0

I tried to find the proper way to dynamically allocate memory for a structure that looks like this:

typedef struct myThread {
    unsigned int threadId;
    char threadPriority;
    unsigned int timeSlice;
    sem_t threadSem;
} myThread;

I remember, but I'm not sure, that, in some school paper, I saw that the proper way to allocate memory for this case is this one:

myThread *node = (myThread *)malloc(sizeof(myThread *));

I tried that and it worked, but I didn't understand why. Sizeof pointer for my architecture is 8 bytes, so by writing the instruction above, I'm allocating 8 bytes of continuous memory, not enough to hold the information needed in my structure. So I tried to allocate 1 byte of memory, like this:

myThread *node = (myThread *)malloc(1);

And it's still working. I tried to find the answer for this behavior but I didn't succeed. Why is this working? Besides that, I have few more questions:

  • Which is the right way to dynamically allocate memory for a structure?
  • Is that cast necessary?
  • How is the structure stored in memory? I know that (*node).threadId is equivalent to node->threadId and this confuses me a bit because by dereferencing the pointer to the structure, I get the whole structure, and then I have to access a specific field. I was expecting to access fields knowing the address of the structure in this way: *(node) it's the value for the first element, *(node + sizeof(firstElement)) it's the value for the second and so on. I thought that accessing structure fields it's similar to accessing array values.

Thank you

Later Edit: Thank you for your answers, but I realized that I didn't explained myself properly. By saying that it works, I mean that it worked to store values in those specific fields of the structure and use them later. I tested that by filling up the fields and printing them afterwards. I wonder why is this working, why I can fill and work with fields of the structure for which I allocated just one byte of memory.

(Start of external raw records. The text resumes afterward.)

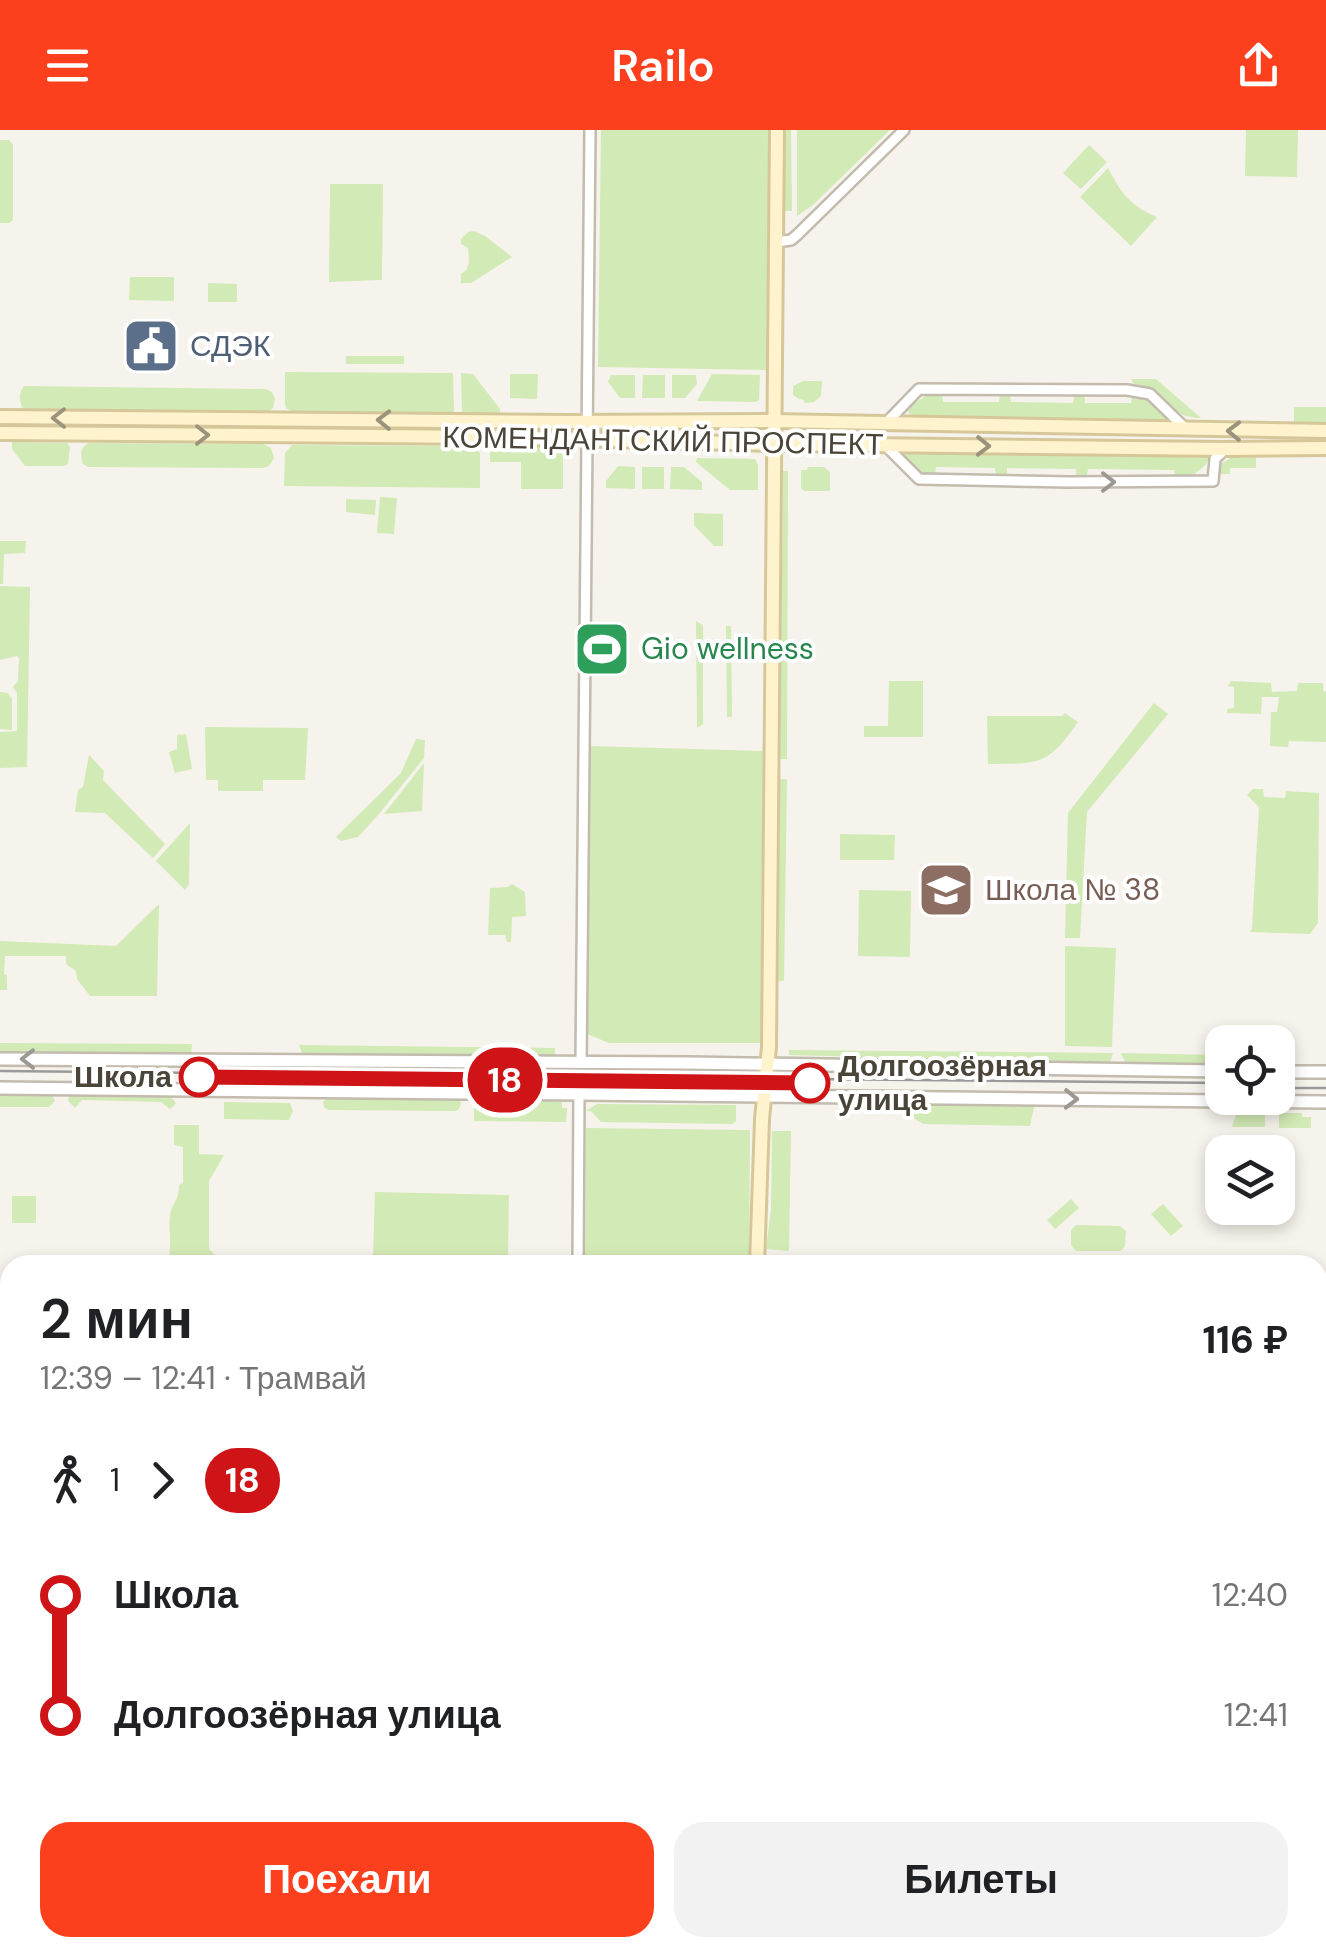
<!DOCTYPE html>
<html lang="ru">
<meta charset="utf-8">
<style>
:root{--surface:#fff;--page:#f2f2f2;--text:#202124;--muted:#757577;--accent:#fc3f1d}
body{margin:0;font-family:"DM Sans",sans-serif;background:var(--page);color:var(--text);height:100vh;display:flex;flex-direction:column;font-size:38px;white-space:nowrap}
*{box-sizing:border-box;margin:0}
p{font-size:32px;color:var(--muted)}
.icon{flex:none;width:55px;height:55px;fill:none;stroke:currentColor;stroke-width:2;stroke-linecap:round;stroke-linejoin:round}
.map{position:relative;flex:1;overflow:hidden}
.details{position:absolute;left:0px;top:1125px;width:1328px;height:702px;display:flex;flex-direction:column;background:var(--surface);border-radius:30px 30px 0 0;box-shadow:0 5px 15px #0003}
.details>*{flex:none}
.badge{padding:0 20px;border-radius:32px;font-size:35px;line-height:65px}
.fabs{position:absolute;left:1205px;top:895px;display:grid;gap:20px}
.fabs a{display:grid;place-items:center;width:90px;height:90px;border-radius:20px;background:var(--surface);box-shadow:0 5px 15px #0003;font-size:50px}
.map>.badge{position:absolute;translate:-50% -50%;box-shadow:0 0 0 5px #fff}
.legs{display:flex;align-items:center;gap:15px;height:110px;padding:0 40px;font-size:32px}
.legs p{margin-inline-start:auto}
.headline{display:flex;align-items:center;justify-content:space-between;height:170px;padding:0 40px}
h1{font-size:55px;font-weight:600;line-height:75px}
.cta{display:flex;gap:20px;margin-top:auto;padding:20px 40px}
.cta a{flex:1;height:115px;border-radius:30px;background:var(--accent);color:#fff;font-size:40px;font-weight:600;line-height:115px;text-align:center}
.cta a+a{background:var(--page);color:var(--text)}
ul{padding:0 40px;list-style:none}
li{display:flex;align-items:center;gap:35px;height:120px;font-size:38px}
li i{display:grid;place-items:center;width:15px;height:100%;margin:0 12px;background:currentColor}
li i::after{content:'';width:25px;height:25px;margin:-12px;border:8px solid;border-radius:50%;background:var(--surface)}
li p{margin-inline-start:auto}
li:first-child i{background:linear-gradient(#0000 50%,currentColor 0)}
li:last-child i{background:linear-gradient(currentColor 50%,#0000 0)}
header{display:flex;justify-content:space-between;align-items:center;height:130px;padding:0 40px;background:var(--accent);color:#fff;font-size:45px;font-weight:600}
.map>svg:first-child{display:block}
.green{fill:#d2eab5}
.water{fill:#a9d4f2}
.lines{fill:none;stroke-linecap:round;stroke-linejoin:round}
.minor-casing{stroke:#c2bbae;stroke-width:14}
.tertiary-casing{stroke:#c2bbae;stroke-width:16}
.secondary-casing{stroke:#d6c79b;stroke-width:18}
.motorway-casing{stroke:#e0a43c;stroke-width:20}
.minor{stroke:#fff;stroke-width:9}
.tertiary{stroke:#fff;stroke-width:11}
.secondary{stroke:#fff3cd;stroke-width:12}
.motorway{stroke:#ffcf6e;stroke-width:15}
.tram{stroke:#9a9a9a;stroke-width:2.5}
.oneway{stroke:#9c937c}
.oneway2{stroke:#9c9892}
.line-1-casing{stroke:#fff;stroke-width:22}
.line-1{stroke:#ce1417;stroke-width:15}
.stop-1-dot{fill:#fff;stroke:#ce1417;stroke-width:5}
.labels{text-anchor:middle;stroke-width:8;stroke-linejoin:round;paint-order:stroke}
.service-label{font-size:30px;fill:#4e5e75;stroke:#fff;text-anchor:start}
.street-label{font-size:30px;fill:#4b4439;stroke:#fff}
.leisure-label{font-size:30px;fill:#27864d;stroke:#fff;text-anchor:start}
.education-label{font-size:30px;fill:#785e54;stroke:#fff;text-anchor:start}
.stop-label{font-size:30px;font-weight:bold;fill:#4b4439;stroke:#fff;text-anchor:start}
</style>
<header><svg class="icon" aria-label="menu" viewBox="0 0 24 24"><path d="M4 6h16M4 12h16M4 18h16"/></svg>Railo<svg class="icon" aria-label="share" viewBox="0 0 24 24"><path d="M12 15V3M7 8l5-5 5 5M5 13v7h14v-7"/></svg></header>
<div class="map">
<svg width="1326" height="1827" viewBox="0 0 1326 1827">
<rect width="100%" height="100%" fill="#f6f3ec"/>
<g class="green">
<polygon points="601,0 769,0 767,240 598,237"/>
<polygon points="784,0 791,0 792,81 785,81"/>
<polygon points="797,0 890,0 813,75 797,86"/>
<polygon points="1246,0 1298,0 1297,47 1245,46"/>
<polygon points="0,10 9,10 13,15 13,90 9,93 0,93"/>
<polygon points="1089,15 1107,32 1081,59 1063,43"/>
<path d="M 1108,38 C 1121,63 1130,76 1157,87 L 1131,116 L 1080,67 Z"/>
<polygon points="330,54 383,54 382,150 329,152"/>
<path d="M 474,101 L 485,106 L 512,127 L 471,153 L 461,153 L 461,144 C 471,139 469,129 468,118 L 461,114 L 461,109 L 468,102 Z"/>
<polygon points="130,147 174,147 174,171 129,170"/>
<polygon points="208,153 237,154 237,172 208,172"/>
<rect x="346" y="226" width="58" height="8"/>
<polygon points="285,242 453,243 454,281 451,284 294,283 286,278 285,274"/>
<polygon points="461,243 473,244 500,279 500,285 462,284"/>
<polygon points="510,244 538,244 537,269 510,268"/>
<polygon points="712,244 760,245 759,270 756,272 697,271"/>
<polygon points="611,245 635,245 635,268 620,268 608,252"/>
<polygon points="643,245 665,245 665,268 642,268"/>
<polygon points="672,245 696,245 697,254 685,268 672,268"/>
<path d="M 1131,249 L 1156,249 L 1201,288 C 1174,287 1177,278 1158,263 C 1151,257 1142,256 1134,254 Z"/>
<polygon points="803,251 822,251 821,266 814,272 804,273 804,270 799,269 793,265 793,256"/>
<path d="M 24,256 L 266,259 L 272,262 L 275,269 L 273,278 L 267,282 L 24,280 C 19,272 18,264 24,256 Z"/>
<path d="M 930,263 L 942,264 L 943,272 L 999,272 L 1000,265 L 1010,266 L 1011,272 L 1073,273 L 1074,266 L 1085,266 L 1085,273 L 1131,273 L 1132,266 C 1149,266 1158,275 1167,289 L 1149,291 L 916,287 L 908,283 L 909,277 Z"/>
<rect x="1294" y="277" width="32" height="15"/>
<polygon points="12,312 67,313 70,317 68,334 64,336 25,336 12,319"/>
<path d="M 89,313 L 263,314 L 271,318 L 274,328 L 269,336 L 264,338 L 88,337 L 83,334 C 80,326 80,316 89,313 Z"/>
<polygon points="292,315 471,316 480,323 480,358 284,356 285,323"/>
<polygon points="496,316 563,317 563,359 521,359 521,332 490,332 490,322"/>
<path d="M 908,321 L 1208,324 C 1211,334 1199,340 1192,346 L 1175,346 L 1174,340 L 1088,339 L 1087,346 L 1076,346 L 1076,339 L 1007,338 L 1007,345 L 996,345 L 995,338 L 936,337 L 935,345 C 922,345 909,338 905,325 Z"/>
<polygon points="1232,327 1256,328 1256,338 1230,338 1230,344 1221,344 1221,334"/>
<polygon points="697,328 755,329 758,335 758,360 730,360 696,332"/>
<polygon points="618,336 635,337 635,359 606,358 606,351"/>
<rect x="642" y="337" width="22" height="22"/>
<polygon points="671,337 684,337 702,352 702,360 670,359"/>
<polygon points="808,337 824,337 830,342 830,361 804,361 801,358 801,340 807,340"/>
<polygon points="783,341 788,341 787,629 780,629"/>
<polygon points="380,367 397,368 394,404 377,403"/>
<polygon points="346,369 376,370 375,385 346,382"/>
<polygon points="694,383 723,384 723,416 714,416 694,395"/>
<polygon points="0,411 26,411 25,423 4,424 3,454 0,454"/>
<polygon points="0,456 30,457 27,637 0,638 0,602 17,601 17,563 13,557 18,551 19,528 17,526 0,530"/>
<polygon points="696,491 703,495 703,594 697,598"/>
<polygon points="726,496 731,496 732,587 727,587"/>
<polygon points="889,551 923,551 923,607 864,607 864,596 888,596"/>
<polygon points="1231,551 1271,553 1272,562 1297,561 1298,553 1323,553 1323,561 1326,561 1326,612 1289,611 1288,617 1270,616 1271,582 1277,582 1279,567 1262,567 1261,584 1227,583 1227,579 1234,578 1234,557 1228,556"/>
<polygon points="0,562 8,563 12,569 12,600 0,599"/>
<polygon points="1154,573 1168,584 1087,682 1080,808 1065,808 1068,683"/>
<path d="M 1065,583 L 1078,592 C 1047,637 1039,633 988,634 L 987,586 L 1062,586 Z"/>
<polygon points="205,597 308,598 305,650 263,650 263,661 218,661 218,650 206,650"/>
<polygon points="186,604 192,639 175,643 169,622 177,619 177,605"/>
<polygon points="416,609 425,610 424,628 379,684 358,707 341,711 336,707 401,643"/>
<polygon points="590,616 763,621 761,913 609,913 587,904"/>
<polygon points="89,625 104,641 103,650 165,714 153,728 105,683 75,682 78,660 83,657"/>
<polygon points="424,633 422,681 384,684"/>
<polygon points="780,649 787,649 784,851 778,851"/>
<polygon points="1253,659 1263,659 1264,667 1285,668 1286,661 1319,663 1318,793 1310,804 1251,802 1250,800 1252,799 1259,677 1247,665"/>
<polygon points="190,693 189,754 185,760 156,731"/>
<polygon points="840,704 895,705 894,730 840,730"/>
<polygon points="512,754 525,762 526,786 512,787 511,812 507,812 505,805 488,805 490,758 508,757"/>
<polygon points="859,760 911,761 910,827 858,826"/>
<polygon points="159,774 157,866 90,866 77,849 76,841 66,834 66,826 5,826 4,844 7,845 7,860 0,860 0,811 116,816"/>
<polygon points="1065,816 1116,818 1112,917 1065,916"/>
<polygon points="0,913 192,914 191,925 0,923"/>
<polygon points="299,915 555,918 555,928 303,926"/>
<polygon points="789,920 1113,923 1110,933 930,932 904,928 789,925"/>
<polygon points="1121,923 1222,925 1222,935 1126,934"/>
<polygon points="0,964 51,964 55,971 49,977 0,977"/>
<polygon points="74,964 170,965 176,974 170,979 161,972 82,970 75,978 68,971 69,966"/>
<polygon points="329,967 454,968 459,969 461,974 459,979 455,981 328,980 324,977 323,972"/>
<path d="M 483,968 L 554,969 L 554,972 L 562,972 L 562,978 L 567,978 L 566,992 L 474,991 C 474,982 472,971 483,968 Z"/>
<polygon points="224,972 290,973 293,981 289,990 224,989"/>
<polygon points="927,972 1035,973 1030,996 923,994 895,976 895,975"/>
<polygon points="597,974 736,975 736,991 732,994 601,992 591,981 586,981"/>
<polygon points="1237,981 1261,981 1261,983 1265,984 1265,997 1232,997"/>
<polygon points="1279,983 1302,983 1302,987 1311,987 1311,998 1279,998"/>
<path d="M 174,995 L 199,995 L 199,1024 L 224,1025 L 209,1051 L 209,1119 L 225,1135 L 167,1135 C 173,1119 168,1102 170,1085 C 172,1073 180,1068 179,1055 L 183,1053 L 183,1017 L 174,1015 Z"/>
<polygon points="586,998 750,1000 749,1135 585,1135"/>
<polygon points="772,1001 791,1001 789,1121 766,1119 771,1079"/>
<polygon points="375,1062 509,1065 508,1127 373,1125"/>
<rect x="12" y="1066" width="24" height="27"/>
<polygon points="1071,1069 1079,1078 1055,1099 1047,1090"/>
<polygon points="1163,1074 1183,1096 1171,1106 1151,1084"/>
<polygon points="1076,1095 1120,1096 1126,1101 1125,1116 1121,1121 1076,1121 1071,1115 1071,1100"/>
<rect x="0" y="1225" width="10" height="43"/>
<rect x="0" y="1575" width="10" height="42"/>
<polygon points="10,1670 10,1715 0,1715 0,1671"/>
</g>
<polygon class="water" points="0,1617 10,1617 10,1670 0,1671"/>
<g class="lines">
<g class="minor-casing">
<g id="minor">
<polyline points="776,112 791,110 797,105 904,0"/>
<polyline points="885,294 919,259 1127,260 1150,264 1185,298"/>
<polyline points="885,315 919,349 1069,352 1213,351 1215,329 1225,319"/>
<polyline points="581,933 590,0"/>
<polyline points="578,1135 579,964"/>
<polyline points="1318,1467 1326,1459"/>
</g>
</g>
<g class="tertiary-casing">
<g id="tertiary">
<polyline points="0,929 689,933 1222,941"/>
<polyline points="1278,942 1326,942"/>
<polyline points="0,958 1326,972"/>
<polyline points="0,1567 10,1567"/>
</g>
</g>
<g class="secondary-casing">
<g id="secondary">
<polyline points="0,287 568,292 774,291 1326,301"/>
<polyline points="0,303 485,307 774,314 1225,319 1326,318"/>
<polyline points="757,1135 762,989 769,917 777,0"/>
<polyline points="1318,1416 1326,1407"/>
<polyline points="1318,1439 1326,1431"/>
<polyline points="1318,1768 1326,1771"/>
<polyline points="739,1827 739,1818"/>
<polyline points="754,1827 754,1818"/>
</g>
</g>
<g class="motorway-casing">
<g id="motorway">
<polyline points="0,1801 10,1801"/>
<polyline points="1027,1818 1073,1827"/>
</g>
</g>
<use href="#minor" class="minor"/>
<use href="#tertiary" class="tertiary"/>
<use href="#secondary" class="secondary"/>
<use href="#motorway" class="motorway"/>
<g class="tram">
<polyline points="0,941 1222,953"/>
<polyline points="1278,958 1326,958"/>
</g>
</g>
<defs><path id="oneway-chevron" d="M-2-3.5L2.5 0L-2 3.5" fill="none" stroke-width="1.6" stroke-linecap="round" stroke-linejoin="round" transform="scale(2.5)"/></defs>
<g class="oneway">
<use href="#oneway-chevron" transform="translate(59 288) rotate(-180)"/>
<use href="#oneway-chevron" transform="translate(384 290) rotate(-179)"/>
<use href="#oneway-chevron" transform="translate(1234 301) rotate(-179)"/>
<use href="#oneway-chevron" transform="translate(202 305)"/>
<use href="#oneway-chevron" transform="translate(983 316) rotate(1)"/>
</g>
<g class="oneway2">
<use href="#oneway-chevron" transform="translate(1108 352)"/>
<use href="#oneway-chevron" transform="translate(28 929) rotate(-180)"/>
<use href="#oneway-chevron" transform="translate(1071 969) rotate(1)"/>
</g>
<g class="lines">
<g class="line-1-casing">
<polyline id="line-1" points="199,947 810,953"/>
</g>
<use href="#line-1" class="line-1"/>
</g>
<defs>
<g id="civic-square" transform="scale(2.875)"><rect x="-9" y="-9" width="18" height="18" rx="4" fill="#5c6f8a" stroke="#fff"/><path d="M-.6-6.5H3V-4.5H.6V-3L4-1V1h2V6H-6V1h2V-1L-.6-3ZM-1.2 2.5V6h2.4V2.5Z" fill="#fff"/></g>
<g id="stadium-square" transform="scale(2.875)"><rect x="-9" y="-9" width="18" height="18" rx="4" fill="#2e9e5b" stroke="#fff"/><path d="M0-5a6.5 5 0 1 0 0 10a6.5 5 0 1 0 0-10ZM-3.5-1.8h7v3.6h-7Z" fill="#fff"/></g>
<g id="school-square" transform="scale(2.875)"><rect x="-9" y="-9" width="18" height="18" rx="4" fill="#8d6e63" stroke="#fff"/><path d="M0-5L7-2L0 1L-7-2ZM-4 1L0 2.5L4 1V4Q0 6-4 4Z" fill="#fff"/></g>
</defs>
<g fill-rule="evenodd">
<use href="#civic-square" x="151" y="216"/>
<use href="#stadium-square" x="602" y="519"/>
<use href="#school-square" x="946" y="760"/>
</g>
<g class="stop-1-dot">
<circle cx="199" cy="947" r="18"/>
<circle cx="810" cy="953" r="18"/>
</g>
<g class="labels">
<g class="service-label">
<text x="190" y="226">СДЭК</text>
</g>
<g class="street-label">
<text transform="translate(663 311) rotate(1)" y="10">КОМЕНДАНТСКИЙ ПРОСПЕКТ</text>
</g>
<g class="leisure-label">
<text x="641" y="529">Gio wellness</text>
</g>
<g class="education-label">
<text x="985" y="770">Школа № 38</text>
</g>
<g class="stop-label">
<text x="838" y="946">Долгоозёрная<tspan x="838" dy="34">улица</tspan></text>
<text x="172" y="957" text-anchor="end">Школа</text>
</g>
</g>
</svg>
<div class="fabs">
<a><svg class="icon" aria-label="locate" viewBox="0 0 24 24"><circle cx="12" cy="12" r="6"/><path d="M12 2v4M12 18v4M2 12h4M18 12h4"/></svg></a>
<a><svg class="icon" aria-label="layers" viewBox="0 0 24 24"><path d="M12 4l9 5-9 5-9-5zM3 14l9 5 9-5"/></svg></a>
</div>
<b class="badge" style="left:505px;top:950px;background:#ce1417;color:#fff">18</b>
<section class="details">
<div class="headline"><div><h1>2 мин</h1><p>12:39 – 12:41 · Трамвай</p></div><b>116 ₽</b></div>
<div class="legs"><svg class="icon" aria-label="walk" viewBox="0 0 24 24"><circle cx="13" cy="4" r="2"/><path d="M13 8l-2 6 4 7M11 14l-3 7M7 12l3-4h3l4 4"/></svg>1<svg class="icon" aria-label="forward" viewBox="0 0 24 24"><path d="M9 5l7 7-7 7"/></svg><b class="badge" style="background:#ce1417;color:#fff">18</b></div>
<ul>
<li><i style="color:#ce1417"></i><b>Школа</b><p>12:40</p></li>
<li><i style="color:#ce1417"></i><b>Долгоозёрная улица</b><p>12:41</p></li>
</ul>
<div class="cta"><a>Поехали</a><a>Билеты</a></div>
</section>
</div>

  • `myThread *node = (myThread *)malloc(sizeof(myThread *));` must be `myThread *node = (myThread *)malloc(sizeof(myThread));` and the cast is useless so finally `myThread *node = malloc(sizeof(myThread));` – bruno May 03 '20 at 10:13
  • `a.b` is the syntax for accessing field named `b` in a struct object `a` – M.M May 03 '20 at 10:14
  • 5
    `T *p = malloc( sizeof *p );` is a good pattern – M.M May 03 '20 at 10:14
  • 1
    _Why is this working?_ Undefined behaviour, anything can happen (including "code working") – David Ranieri May 03 '20 at 10:15
  • Either `sizeof(myThread)` or `sizeof(*node)`. The latter is more "robust" in the sense that it allows you to change the type of `*node` without changing this assignment. – goodvibration May 03 '20 at 10:21
  • It's "working" because you are overwriting/using memory that you do not have allocated and you're lucky that it's not overwriting something that your application needs to operate. `malloc` usually provides allocations in multiples of `pagesize`, or it may provide a part of an existing page that you can use, it depends on your system malloc implementation. Run your program under `valgrind` and it will compain bitterly that you are using memory that was not allocated and/or initialized. – Geoffrey May 03 '20 at 10:25
  • Andrei I edited my answer – bruno May 03 '20 at 10:40
  • and I still wait for the reason of my DV ... supposing there is a good reason to do ... – bruno May 03 '20 at 10:41
  • Thank you for your answers, @bruno, I tried to upvote your answer but it won't work because I don't have enough credits or something like that – Andrei Deatcu May 03 '20 at 10:50
  • @AndreiDeatcu You don't need any reputation to select an answer to your question as the "accepted", most helpful answer. This is the checkmarks you see right under the vote total. – aschepler May 03 '20 at 10:55

4 Answers4

3

The below works in that they allocate memory - yet the wrong size.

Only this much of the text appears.